About this task: Where the data below has the string "lineWidth", return the whole line.

(Provided material begins)

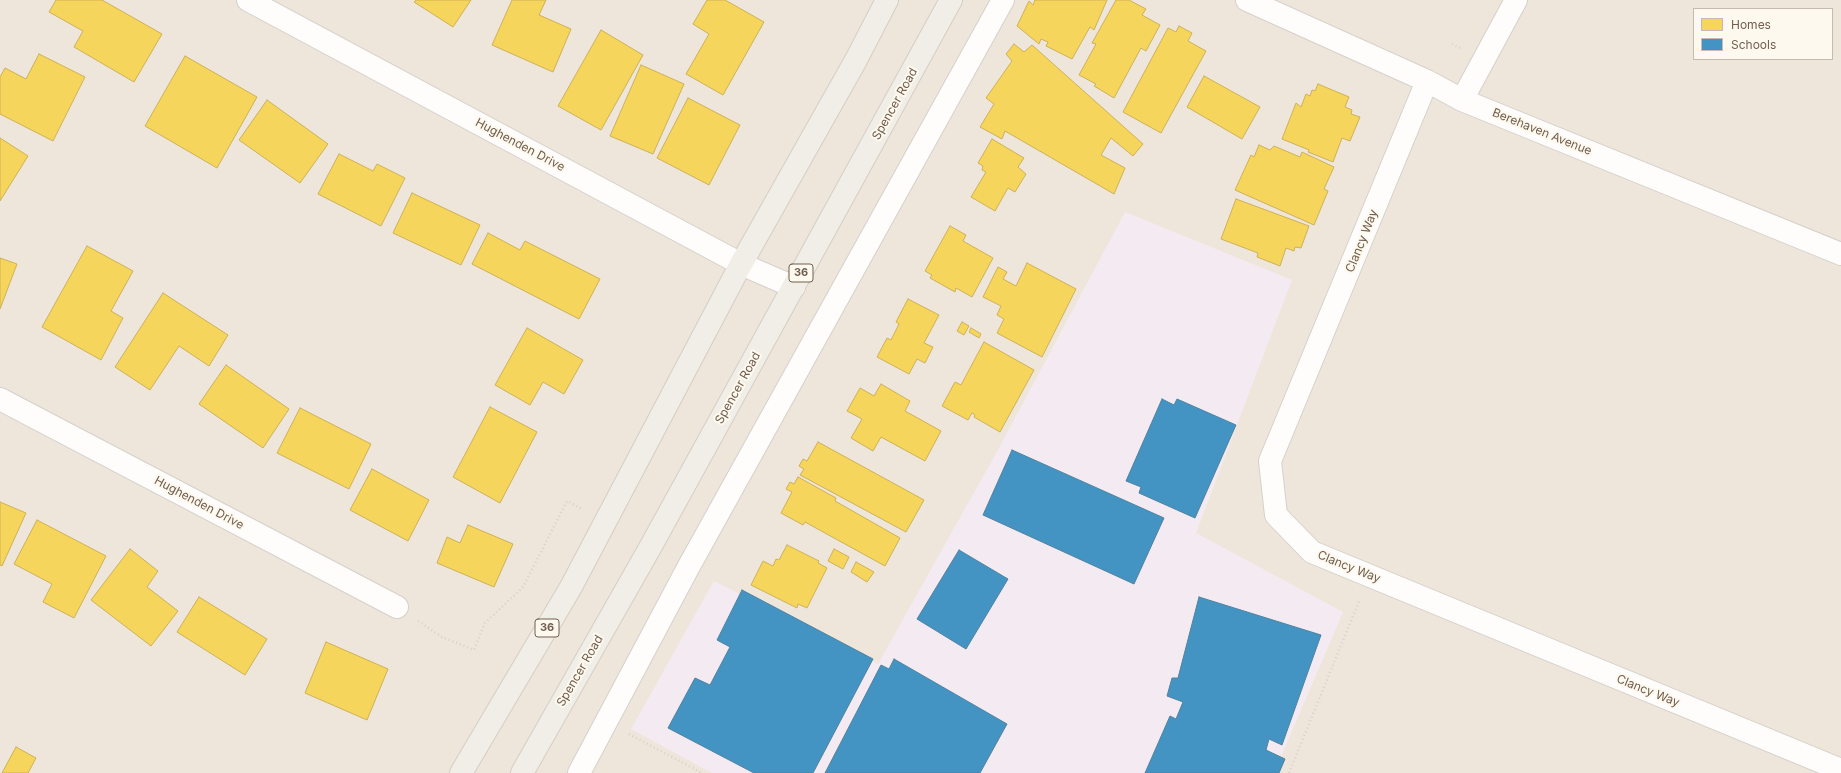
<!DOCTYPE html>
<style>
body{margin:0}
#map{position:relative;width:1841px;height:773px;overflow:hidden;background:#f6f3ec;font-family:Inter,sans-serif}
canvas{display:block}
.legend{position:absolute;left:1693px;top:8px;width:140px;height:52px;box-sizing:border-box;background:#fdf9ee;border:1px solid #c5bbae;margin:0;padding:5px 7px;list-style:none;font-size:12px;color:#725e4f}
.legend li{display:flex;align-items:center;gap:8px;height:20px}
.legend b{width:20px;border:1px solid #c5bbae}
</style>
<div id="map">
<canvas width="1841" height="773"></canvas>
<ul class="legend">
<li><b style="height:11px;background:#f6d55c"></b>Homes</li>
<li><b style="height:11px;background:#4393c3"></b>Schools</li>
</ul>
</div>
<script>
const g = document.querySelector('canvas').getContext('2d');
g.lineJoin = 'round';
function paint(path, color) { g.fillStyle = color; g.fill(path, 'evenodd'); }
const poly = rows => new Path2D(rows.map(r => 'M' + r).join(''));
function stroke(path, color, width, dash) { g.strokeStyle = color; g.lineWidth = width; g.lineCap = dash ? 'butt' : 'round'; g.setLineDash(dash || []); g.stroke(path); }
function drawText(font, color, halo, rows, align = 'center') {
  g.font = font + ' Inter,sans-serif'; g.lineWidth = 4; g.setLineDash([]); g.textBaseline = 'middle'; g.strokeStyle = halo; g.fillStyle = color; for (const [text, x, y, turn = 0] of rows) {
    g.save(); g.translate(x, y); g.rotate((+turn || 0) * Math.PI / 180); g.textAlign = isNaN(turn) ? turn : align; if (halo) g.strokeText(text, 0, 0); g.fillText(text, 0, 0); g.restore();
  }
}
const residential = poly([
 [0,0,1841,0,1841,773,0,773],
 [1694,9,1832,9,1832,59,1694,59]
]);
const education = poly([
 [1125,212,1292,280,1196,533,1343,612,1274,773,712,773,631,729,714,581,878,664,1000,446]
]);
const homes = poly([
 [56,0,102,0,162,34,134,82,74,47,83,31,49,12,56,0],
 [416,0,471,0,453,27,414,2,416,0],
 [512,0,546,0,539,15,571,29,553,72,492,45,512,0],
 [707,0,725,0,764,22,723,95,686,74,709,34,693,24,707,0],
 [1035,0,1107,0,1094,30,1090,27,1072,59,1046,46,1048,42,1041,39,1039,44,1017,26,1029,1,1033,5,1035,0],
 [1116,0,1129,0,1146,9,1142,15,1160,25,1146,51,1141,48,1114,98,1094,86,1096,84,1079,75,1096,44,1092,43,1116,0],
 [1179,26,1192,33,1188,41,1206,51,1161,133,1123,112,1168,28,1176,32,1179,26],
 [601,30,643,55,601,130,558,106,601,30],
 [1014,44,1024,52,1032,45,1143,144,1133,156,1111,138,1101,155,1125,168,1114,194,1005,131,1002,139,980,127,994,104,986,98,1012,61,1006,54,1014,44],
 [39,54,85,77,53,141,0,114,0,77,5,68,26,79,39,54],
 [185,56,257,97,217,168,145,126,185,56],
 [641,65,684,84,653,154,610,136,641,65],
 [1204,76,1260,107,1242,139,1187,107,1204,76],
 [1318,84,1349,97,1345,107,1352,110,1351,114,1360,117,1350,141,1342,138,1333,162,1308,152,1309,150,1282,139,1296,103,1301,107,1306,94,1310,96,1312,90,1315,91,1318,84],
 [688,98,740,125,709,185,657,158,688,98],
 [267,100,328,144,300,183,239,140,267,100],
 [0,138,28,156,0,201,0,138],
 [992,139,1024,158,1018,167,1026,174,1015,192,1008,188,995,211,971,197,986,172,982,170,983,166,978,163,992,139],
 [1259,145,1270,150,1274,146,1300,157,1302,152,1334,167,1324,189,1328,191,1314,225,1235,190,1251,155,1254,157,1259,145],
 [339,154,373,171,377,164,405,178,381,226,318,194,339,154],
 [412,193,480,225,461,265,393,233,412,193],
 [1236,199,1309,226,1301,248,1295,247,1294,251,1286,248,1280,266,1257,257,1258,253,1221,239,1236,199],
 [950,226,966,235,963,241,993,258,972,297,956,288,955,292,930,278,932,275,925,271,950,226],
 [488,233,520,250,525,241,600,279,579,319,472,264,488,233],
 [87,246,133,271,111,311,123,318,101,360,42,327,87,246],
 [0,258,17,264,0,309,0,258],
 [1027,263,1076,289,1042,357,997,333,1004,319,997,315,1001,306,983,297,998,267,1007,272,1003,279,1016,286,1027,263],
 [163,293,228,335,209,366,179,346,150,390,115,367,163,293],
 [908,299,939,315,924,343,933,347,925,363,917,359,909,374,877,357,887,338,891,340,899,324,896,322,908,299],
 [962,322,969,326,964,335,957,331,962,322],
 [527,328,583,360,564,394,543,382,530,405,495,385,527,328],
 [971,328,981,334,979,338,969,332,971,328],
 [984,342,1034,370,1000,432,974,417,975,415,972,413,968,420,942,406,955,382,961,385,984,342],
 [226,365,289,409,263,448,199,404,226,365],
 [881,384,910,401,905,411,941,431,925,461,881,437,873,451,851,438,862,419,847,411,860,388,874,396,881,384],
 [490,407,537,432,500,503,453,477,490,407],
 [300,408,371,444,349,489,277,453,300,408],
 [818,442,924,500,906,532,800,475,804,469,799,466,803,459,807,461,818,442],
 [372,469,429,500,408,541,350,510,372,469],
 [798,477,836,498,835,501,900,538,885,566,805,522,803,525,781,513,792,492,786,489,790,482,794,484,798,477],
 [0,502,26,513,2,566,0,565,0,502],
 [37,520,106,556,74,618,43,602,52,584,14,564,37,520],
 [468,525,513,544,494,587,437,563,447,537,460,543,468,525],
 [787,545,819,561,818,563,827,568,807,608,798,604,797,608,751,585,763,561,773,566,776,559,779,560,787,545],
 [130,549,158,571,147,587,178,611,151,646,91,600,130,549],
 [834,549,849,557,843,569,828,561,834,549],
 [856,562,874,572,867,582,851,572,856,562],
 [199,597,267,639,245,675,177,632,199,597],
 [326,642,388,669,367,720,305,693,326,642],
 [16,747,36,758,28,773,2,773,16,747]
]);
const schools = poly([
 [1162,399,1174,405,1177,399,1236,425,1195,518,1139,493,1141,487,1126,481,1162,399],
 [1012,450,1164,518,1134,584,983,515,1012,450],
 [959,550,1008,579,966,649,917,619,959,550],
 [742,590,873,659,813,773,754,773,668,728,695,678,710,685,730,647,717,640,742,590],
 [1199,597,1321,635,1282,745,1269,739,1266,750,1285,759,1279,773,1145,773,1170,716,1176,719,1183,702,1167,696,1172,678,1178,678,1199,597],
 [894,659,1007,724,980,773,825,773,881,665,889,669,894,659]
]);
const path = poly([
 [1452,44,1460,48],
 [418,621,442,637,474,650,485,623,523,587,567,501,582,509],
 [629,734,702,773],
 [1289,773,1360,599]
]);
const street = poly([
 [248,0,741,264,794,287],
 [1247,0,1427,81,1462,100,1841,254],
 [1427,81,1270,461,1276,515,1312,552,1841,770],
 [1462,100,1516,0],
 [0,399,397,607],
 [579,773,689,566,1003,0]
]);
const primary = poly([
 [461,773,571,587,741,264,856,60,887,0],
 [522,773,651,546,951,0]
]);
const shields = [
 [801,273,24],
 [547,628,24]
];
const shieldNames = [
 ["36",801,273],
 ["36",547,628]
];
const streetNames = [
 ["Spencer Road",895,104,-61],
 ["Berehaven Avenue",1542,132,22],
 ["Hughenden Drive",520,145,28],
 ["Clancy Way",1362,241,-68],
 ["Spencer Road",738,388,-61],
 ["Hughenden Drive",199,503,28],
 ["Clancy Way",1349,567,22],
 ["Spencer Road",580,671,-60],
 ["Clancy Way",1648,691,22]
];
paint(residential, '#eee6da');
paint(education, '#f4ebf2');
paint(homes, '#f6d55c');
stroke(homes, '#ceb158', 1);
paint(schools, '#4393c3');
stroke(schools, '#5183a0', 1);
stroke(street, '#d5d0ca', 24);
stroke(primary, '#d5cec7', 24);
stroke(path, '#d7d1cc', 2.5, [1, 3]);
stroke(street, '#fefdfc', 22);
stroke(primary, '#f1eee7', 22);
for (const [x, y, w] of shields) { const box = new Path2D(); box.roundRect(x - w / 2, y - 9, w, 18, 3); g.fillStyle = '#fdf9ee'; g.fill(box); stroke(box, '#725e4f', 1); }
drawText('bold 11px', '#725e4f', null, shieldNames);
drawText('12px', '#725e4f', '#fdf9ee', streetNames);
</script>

(Provided material ends)

Finished task:
function stroke(path, color, width, dash) { g.strokeStyle = color; g.lineWidth = width; g.lineCap = dash ? 'butt' : 'round'; g.setLineDash(dash || []); g.stroke(path); }
  g.font = font + ' Inter,sans-serif'; g.lineWidth = 4; g.setLineDash([]); g.textBaseline = 'middle'; g.strokeStyle = halo; g.fillStyle = color; for (const [text, x, y, turn = 0] of rows) {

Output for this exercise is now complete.